> **Exercise objective**
Where does the string "from" appear in the records? Copy every line that contains it.

Top of Material for this exercise

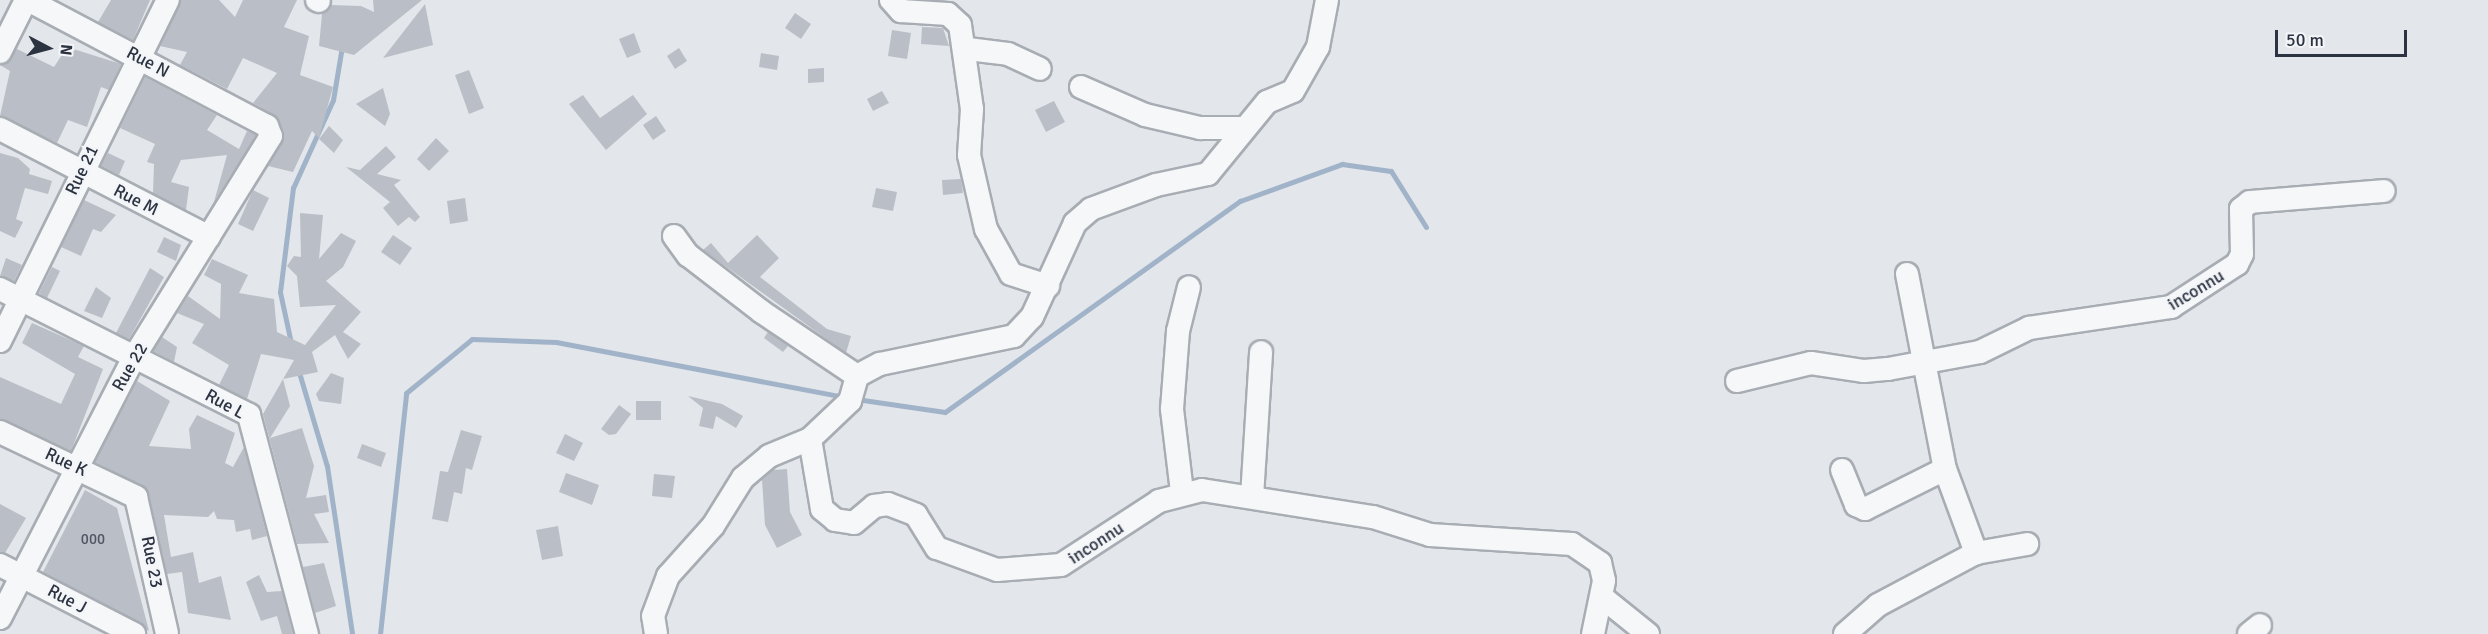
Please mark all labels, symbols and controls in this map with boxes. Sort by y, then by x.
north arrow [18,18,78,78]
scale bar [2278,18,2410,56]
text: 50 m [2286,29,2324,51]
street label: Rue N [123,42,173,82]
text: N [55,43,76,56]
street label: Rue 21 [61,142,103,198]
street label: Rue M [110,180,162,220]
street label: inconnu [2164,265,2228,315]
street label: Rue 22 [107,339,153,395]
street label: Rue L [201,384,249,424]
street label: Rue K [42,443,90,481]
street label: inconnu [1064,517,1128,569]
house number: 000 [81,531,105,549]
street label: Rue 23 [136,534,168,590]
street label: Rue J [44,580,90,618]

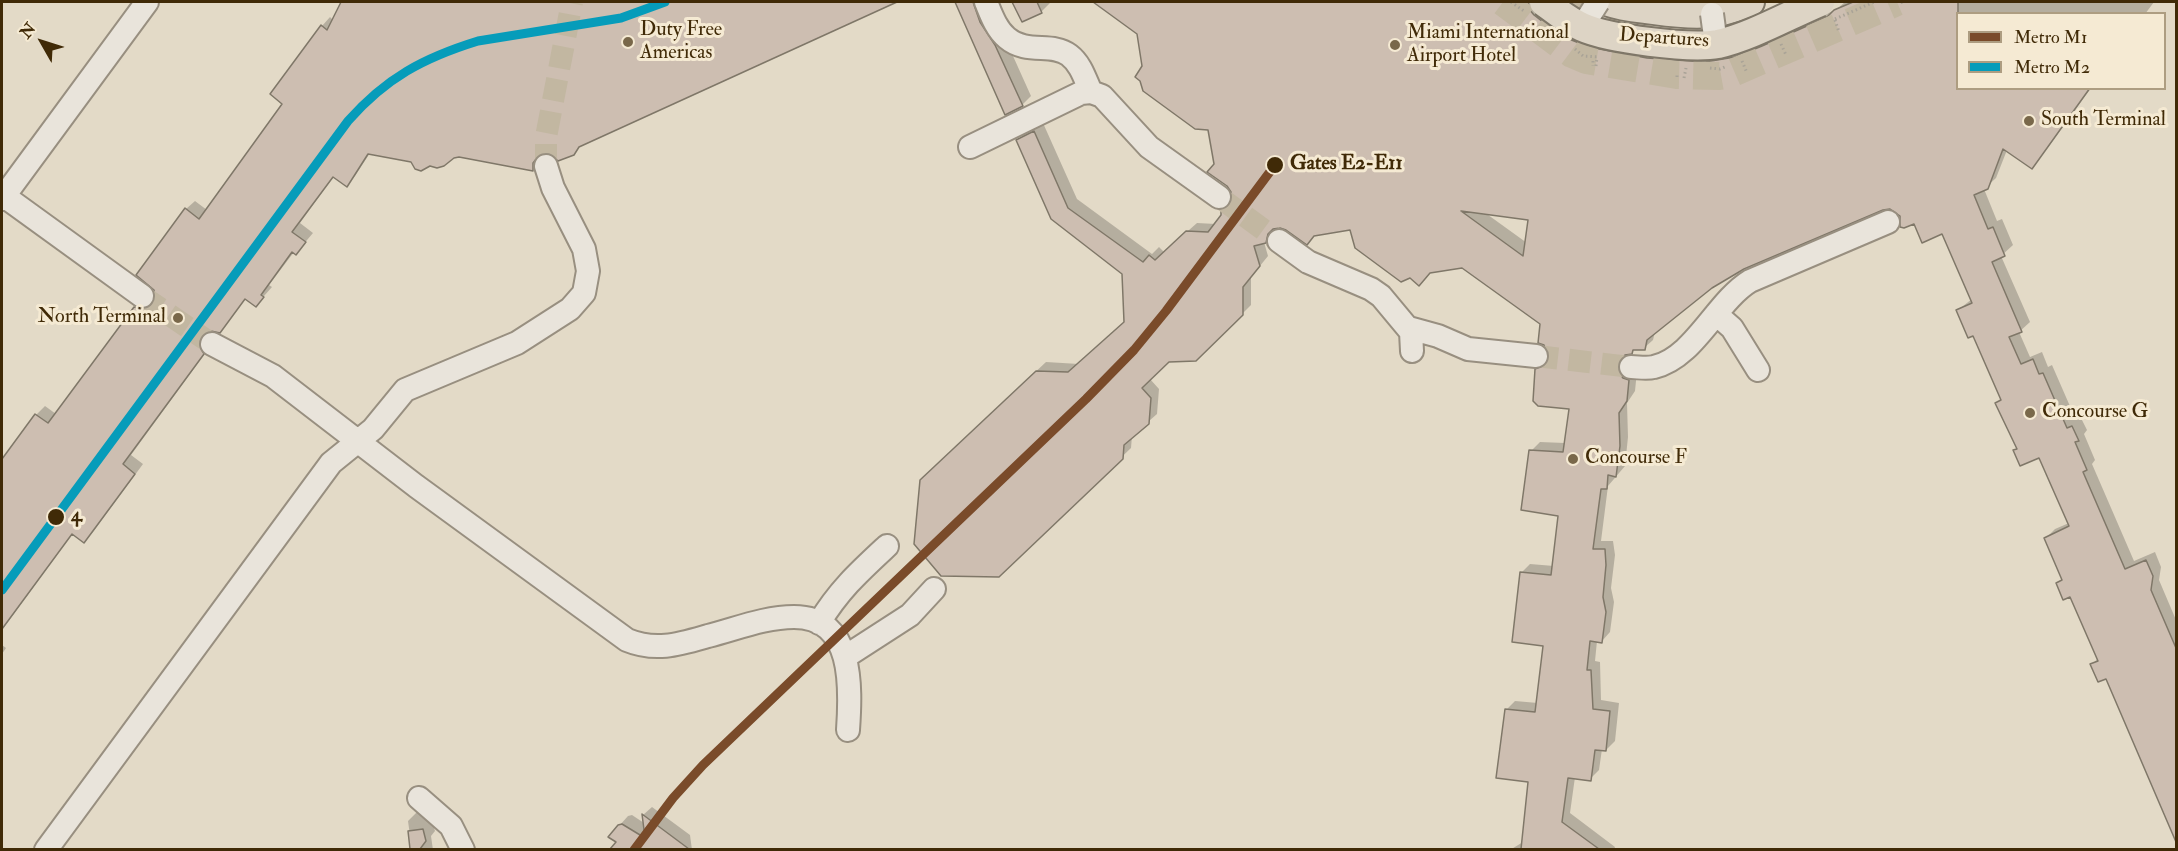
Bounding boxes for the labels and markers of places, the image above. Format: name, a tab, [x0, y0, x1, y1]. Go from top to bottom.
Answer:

Bottom of Material for this exercise
Top of Material for this exercise

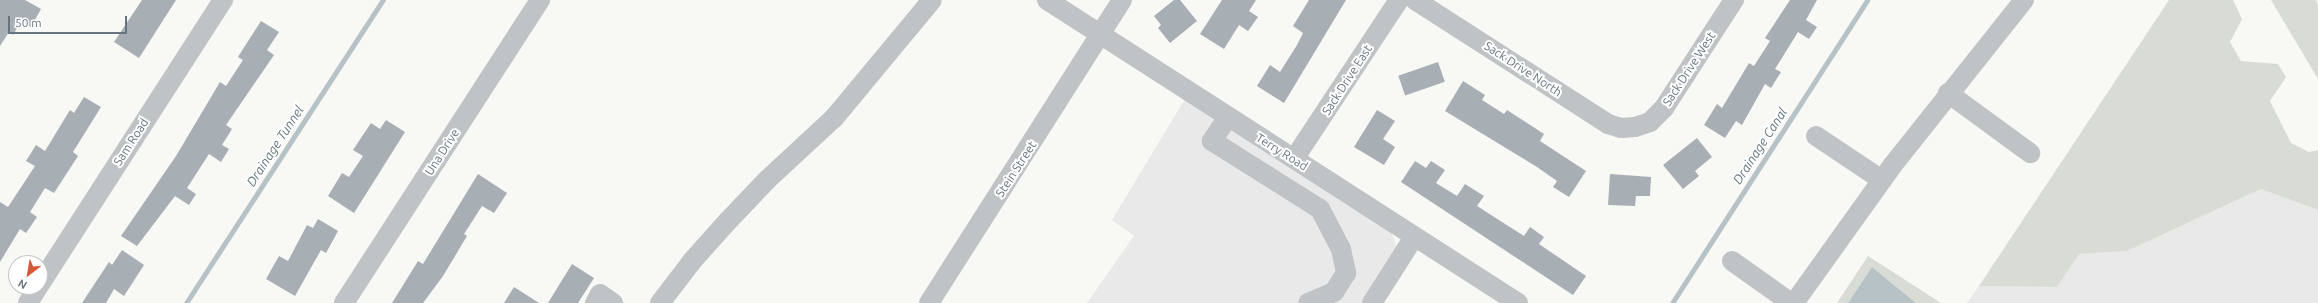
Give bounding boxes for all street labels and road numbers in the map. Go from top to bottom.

Bottom of Material for this exercise

> **Task response**
Bounding boxes for the labels and markers of places, the image above. Format: name, a tab, [x0, y0, x1, y1]. Go from top to bottom.
Give bounding boxes for all street labels and road numbers in the map. Go from top to bottom.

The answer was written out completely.